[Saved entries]
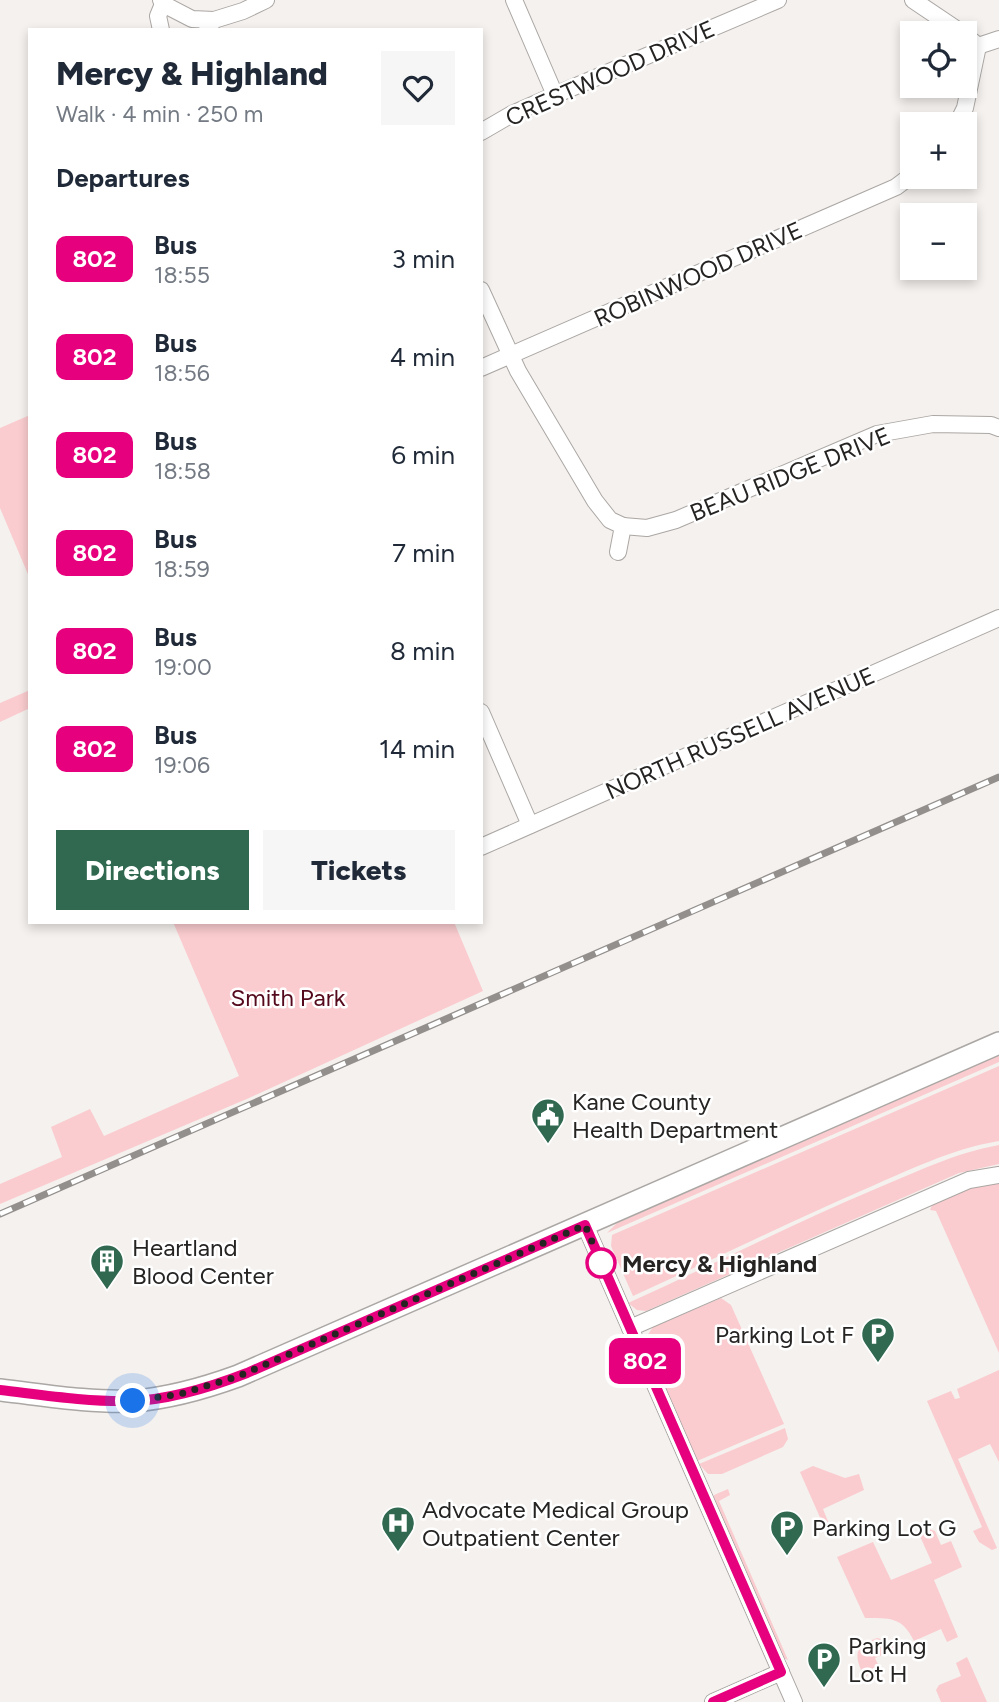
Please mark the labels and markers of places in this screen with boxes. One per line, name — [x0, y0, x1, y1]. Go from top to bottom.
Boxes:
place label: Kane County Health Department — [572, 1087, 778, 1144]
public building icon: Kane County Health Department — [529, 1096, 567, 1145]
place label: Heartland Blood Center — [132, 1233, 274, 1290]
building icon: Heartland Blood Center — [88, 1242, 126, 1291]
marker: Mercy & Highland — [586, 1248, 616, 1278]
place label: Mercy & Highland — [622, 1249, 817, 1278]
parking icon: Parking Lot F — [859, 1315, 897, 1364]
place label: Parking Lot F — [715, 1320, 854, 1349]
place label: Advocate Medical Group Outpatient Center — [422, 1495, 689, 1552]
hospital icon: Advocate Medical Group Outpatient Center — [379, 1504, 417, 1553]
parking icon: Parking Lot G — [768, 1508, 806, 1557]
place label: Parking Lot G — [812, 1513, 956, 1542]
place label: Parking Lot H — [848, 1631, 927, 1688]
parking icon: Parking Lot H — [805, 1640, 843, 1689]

| Work to be completed |
Only the text of the entries above, transcribed exactly, should be given; leave out pictures.

| Exercise solution |
Please mark the labels and markers of places in this screen with boxes. One per line, name — [x0, y0, x1, y1]. Go from top to bottom.
Boxes:
place label: Kane County Health Department — [572, 1087, 778, 1144]
public building icon: Kane County Health Department — [529, 1096, 567, 1145]
place label: Heartland Blood Center — [132, 1233, 274, 1290]
building icon: Heartland Blood Center — [88, 1242, 126, 1291]
marker: Mercy & Highland — [586, 1248, 616, 1278]
place label: Mercy & Highland — [622, 1249, 817, 1278]
parking icon: Parking Lot F — [859, 1315, 897, 1364]
place label: Parking Lot F — [715, 1320, 854, 1349]
place label: Advocate Medical Group Outpatient Center — [422, 1495, 689, 1552]
hospital icon: Advocate Medical Group Outpatient Center — [379, 1504, 417, 1553]
parking icon: Parking Lot G — [768, 1508, 806, 1557]
place label: Parking Lot G — [812, 1513, 956, 1542]
place label: Parking Lot H — [848, 1631, 927, 1688]
parking icon: Parking Lot H — [805, 1640, 843, 1689]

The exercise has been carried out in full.